Bill C-279 is sponsored by NDP LGBTT critic Randall Garrison (Esquimalt-Juan de Fuca) and a vote on it is imminent. Bill C-279, recently was the subject of hearings at the standing committee on justice and human rights, and was returned to the House of Commons on Dec. 10 for third reading. Pro-family critics of the bill hope that a third vote would not take place before the Christmas recess.

If passed, C-279 would make “gender identity” and “gender expression” specially protected classes under the Canadian Human Rights Act (CHRA) and Criminal Code for the purposes of human rights law and hate crimes. However, the EFC’s letter states that this is already included under the category of “sexual orientation,” which the Supreme Court had already determined to be protected under the Charter of Rights and Freedoms.

“To now suggest the need to specifically deal with transsexual and transgender individuals is like advocating that the term “religion” in the Canadian Human Rights Act is inadequate and therefore human rights legislation should identify specific denominations such as Baptists, Mennonites, Salvationists, and Pentecostals,” writes Hutchinson.

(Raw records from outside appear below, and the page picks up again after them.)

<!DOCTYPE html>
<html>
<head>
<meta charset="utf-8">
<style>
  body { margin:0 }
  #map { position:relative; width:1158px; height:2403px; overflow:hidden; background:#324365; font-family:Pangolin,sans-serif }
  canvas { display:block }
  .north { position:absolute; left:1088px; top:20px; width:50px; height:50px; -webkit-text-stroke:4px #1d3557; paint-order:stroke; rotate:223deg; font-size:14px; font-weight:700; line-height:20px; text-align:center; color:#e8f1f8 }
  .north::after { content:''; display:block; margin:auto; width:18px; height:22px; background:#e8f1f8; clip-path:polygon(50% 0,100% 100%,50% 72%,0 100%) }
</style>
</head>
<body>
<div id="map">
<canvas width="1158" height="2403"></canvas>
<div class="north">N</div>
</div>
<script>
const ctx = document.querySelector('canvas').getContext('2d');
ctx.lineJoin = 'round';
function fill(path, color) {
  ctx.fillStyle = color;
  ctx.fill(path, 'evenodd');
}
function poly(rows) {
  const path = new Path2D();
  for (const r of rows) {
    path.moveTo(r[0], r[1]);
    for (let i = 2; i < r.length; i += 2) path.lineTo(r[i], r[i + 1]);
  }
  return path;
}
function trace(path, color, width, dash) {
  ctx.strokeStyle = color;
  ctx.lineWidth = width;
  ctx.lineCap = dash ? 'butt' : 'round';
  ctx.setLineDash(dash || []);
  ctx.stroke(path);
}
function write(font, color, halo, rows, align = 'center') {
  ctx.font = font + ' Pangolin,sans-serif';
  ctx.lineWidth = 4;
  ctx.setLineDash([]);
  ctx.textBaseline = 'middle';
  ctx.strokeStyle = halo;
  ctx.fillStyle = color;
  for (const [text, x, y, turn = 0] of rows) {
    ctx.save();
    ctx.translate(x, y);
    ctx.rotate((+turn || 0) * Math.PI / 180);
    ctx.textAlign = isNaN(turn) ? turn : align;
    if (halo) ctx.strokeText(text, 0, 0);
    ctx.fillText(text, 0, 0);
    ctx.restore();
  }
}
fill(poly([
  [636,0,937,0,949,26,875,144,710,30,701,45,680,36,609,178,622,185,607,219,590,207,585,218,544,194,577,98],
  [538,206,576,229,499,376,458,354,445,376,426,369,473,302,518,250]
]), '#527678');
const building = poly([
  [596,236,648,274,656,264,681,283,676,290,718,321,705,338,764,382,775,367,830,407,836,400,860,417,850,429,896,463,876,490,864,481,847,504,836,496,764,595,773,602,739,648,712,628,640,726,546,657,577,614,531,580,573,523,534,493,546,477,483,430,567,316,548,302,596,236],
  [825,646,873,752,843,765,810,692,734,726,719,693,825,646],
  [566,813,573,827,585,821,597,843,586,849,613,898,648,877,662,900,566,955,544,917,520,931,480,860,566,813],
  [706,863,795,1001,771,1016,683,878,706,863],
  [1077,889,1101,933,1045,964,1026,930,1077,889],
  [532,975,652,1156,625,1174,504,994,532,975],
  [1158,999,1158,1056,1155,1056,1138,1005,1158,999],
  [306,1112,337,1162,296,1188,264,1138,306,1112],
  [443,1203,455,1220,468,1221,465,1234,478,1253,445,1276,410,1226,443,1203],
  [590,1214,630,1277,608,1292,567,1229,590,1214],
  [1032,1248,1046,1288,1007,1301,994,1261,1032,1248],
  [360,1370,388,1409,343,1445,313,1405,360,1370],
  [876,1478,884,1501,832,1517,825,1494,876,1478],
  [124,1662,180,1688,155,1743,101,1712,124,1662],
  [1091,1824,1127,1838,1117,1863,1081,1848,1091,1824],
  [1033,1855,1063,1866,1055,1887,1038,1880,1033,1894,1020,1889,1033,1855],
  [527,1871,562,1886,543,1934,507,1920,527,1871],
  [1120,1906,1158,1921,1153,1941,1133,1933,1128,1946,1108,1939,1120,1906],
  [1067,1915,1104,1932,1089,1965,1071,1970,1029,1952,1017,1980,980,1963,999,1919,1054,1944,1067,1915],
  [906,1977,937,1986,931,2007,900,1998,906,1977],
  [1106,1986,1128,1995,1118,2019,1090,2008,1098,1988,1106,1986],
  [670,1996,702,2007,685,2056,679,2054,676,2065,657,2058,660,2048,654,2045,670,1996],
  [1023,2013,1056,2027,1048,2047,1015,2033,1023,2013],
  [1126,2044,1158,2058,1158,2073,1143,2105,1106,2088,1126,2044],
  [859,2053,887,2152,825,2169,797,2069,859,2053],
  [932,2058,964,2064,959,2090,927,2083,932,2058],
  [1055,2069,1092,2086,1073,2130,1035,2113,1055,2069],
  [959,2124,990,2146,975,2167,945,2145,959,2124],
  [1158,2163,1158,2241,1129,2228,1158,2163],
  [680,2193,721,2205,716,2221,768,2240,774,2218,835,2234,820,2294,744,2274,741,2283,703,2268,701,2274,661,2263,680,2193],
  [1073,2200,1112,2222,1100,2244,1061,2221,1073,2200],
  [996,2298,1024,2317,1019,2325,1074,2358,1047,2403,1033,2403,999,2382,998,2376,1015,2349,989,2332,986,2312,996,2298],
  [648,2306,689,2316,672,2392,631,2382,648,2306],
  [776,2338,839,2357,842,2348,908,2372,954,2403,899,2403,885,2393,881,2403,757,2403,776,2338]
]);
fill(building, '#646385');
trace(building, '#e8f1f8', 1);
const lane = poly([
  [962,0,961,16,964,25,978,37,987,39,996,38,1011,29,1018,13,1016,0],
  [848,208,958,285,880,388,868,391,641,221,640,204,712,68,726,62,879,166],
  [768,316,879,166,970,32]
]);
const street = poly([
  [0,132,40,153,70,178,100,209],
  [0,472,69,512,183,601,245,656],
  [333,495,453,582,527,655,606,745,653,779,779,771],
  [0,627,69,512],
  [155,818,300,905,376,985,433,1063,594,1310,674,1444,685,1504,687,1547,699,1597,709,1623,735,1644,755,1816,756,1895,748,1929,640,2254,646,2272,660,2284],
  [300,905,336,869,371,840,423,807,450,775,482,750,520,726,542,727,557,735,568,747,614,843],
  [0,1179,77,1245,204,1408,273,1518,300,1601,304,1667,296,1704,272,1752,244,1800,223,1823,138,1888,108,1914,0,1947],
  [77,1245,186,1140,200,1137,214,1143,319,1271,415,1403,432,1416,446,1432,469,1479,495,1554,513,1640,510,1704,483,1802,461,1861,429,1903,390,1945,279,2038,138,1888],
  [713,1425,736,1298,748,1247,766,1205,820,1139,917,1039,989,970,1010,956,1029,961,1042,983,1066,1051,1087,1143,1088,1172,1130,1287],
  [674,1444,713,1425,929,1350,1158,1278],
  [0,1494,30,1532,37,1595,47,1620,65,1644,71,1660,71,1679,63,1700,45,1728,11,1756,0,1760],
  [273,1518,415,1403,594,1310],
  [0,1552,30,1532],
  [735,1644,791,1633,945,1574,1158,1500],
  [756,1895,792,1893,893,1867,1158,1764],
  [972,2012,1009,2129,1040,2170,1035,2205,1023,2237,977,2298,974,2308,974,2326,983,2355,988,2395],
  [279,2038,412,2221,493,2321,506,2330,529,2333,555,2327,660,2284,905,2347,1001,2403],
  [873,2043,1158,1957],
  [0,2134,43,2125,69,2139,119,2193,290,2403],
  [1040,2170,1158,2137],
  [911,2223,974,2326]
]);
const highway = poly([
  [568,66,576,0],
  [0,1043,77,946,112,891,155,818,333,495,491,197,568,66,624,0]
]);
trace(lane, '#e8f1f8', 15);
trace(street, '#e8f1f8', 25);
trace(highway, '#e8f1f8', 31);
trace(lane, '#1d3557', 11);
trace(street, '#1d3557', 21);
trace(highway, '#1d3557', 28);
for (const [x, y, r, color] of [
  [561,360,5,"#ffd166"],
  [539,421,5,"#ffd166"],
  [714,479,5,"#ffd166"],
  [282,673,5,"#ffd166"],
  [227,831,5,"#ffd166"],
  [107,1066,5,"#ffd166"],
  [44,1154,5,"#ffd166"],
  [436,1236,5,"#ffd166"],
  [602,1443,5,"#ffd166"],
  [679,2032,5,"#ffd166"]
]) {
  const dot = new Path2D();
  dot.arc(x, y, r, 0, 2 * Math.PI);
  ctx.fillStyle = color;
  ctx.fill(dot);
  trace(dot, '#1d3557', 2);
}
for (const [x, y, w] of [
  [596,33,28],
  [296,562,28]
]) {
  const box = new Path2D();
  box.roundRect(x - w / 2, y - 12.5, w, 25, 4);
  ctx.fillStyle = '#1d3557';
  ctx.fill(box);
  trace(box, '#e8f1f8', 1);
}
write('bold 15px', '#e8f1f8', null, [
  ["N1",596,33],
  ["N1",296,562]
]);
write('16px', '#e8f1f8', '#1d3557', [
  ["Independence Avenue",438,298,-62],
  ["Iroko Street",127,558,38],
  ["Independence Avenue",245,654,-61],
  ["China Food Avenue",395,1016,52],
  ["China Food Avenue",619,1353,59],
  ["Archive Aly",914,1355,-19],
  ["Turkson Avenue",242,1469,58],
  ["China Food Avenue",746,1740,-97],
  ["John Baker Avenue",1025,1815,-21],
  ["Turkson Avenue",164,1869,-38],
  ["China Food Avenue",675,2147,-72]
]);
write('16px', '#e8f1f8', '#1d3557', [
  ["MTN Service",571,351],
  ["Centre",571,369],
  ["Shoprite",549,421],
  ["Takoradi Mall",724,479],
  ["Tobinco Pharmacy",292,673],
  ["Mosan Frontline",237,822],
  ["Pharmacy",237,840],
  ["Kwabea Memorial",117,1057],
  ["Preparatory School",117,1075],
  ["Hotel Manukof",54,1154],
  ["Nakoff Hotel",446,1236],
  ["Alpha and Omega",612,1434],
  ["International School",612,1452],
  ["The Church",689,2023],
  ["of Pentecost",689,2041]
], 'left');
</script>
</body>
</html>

He outlines that there are concerns about how the new legislation would be interpreted by the courts. “The courts operate from a position that there must be a reason a legislature adds new words,” explaining, “The reason is usually assumed to be that the old language was somehow inadequate.” However, Hutchinson observed, the terms gender identity and gender expression are “undefined” in the proposed legislation. Therefore, adding them to the CHRA and Criminal Code could be dangerous.

The redundancy of adding gender expression and gender identity to the CHRA and Criminal Code is also maintained by groups that support their inclusion.

High-ranking officials from the human rights kangaroo courts admitted that Bill C-279 was unnecessary when they testified before the justice committee on Nov. 27. Ian Fine, the acting secretary general of the Canadian Human Rights Commission, said that people facing “discrimination based on gender identity or gender expression … are currently protected under the Canadian Human Rights Act.” Nevertheless, he stated that adopting Bill C-279 “would make protection of the transgender community explicit.”

Susheel Gupta, acting chairperson and chief executive officer of the Canadian Human Rights Tribunal, testified that the CHRT adjudicated four cases that dealt with “gender identity” or “expression,” and ruled in favour of the complainants in each case.

Conservative MP Roger Goguen (Moncton-Reviewview-Dieppe) said that Fine and Gupta’s admissions suggests that Bill C-279 is “purely symbolic” and that the four cases “clearly indicate that protection is already afforded.” In response to Goguen’s comments, Fine conceded that “strictly speading, I suppose the legislation isn’t necessary.”